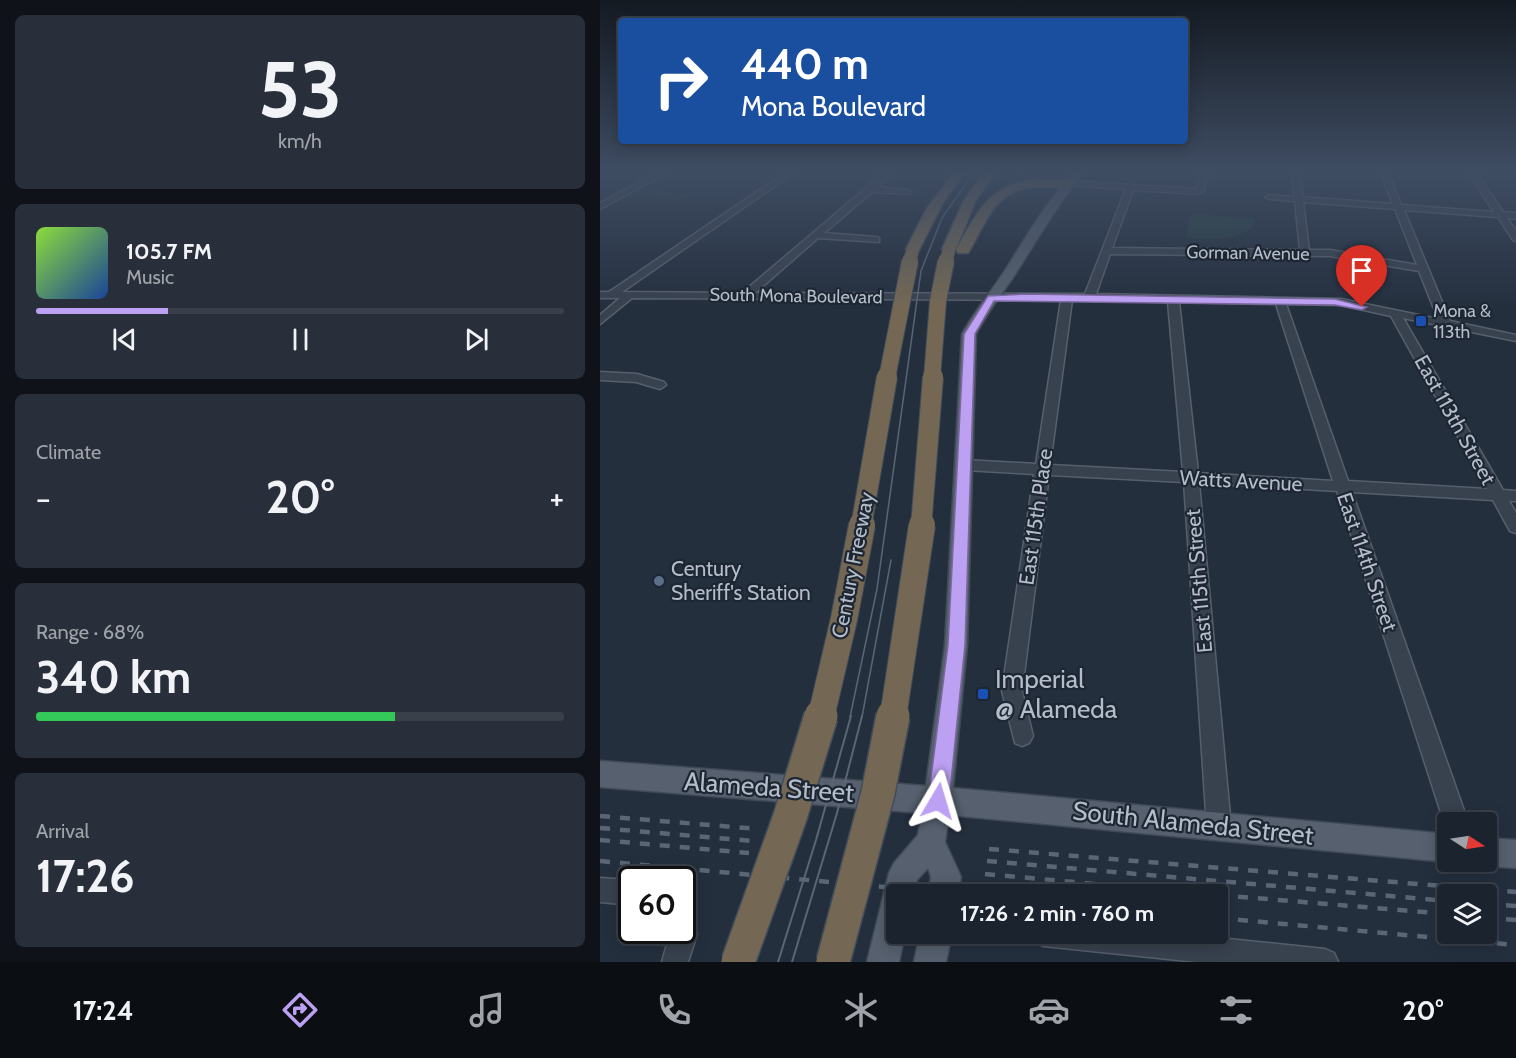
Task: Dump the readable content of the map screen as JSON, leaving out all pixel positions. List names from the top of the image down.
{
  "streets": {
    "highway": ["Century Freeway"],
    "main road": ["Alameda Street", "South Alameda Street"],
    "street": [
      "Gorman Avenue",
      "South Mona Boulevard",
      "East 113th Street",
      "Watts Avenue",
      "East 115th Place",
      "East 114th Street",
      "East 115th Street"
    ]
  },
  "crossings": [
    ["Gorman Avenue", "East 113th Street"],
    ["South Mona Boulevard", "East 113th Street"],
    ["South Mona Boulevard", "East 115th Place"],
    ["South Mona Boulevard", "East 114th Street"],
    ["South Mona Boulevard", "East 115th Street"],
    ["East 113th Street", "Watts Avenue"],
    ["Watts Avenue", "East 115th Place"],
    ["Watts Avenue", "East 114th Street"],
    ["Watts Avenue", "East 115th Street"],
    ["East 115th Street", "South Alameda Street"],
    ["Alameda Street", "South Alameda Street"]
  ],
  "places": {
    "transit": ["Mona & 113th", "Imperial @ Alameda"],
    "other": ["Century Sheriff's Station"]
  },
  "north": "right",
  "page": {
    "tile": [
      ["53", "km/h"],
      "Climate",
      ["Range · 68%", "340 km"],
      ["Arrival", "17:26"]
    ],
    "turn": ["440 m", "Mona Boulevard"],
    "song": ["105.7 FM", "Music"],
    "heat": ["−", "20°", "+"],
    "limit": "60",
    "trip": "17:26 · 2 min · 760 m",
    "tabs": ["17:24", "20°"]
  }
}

---*---

HOW TO COMPLETE THIS TASK = Retype the records exactly, but skip the pictures.

EXERCISE RESULT =
Task: Dump the readable content of the map screen as JSON, leaving out all pixel positions. List names from the top of the image down.
{
  "streets": {
    "highway": ["Century Freeway"],
    "main road": ["Alameda Street", "South Alameda Street"],
    "street": [
      "Gorman Avenue",
      "South Mona Boulevard",
      "East 113th Street",
      "Watts Avenue",
      "East 115th Place",
      "East 114th Street",
      "East 115th Street"
    ]
  },
  "crossings": [
    ["Gorman Avenue", "East 113th Street"],
    ["South Mona Boulevard", "East 113th Street"],
    ["South Mona Boulevard", "East 115th Place"],
    ["South Mona Boulevard", "East 114th Street"],
    ["South Mona Boulevard", "East 115th Street"],
    ["East 113th Street", "Watts Avenue"],
    ["Watts Avenue", "East 115th Place"],
    ["Watts Avenue", "East 114th Street"],
    ["Watts Avenue", "East 115th Street"],
    ["East 115th Street", "South Alameda Street"],
    ["Alameda Street", "South Alameda Street"]
  ],
  "places": {
    "transit": ["Mona & 113th", "Imperial @ Alameda"],
    "other": ["Century Sheriff's Station"]
  },
  "north": "right",
  "page": {
    "tile": [
      ["53", "km/h"],
      "Climate",
      ["Range · 68%", "340 km"],
      ["Arrival", "17:26"]
    ],
    "turn": ["440 m", "Mona Boulevard"],
    "song": ["105.7 FM", "Music"],
    "heat": ["−", "20°", "+"],
    "limit": "60",
    "trip": "17:26 · 2 min · 760 m",
    "tabs": ["17:24", "20°"]
  }
}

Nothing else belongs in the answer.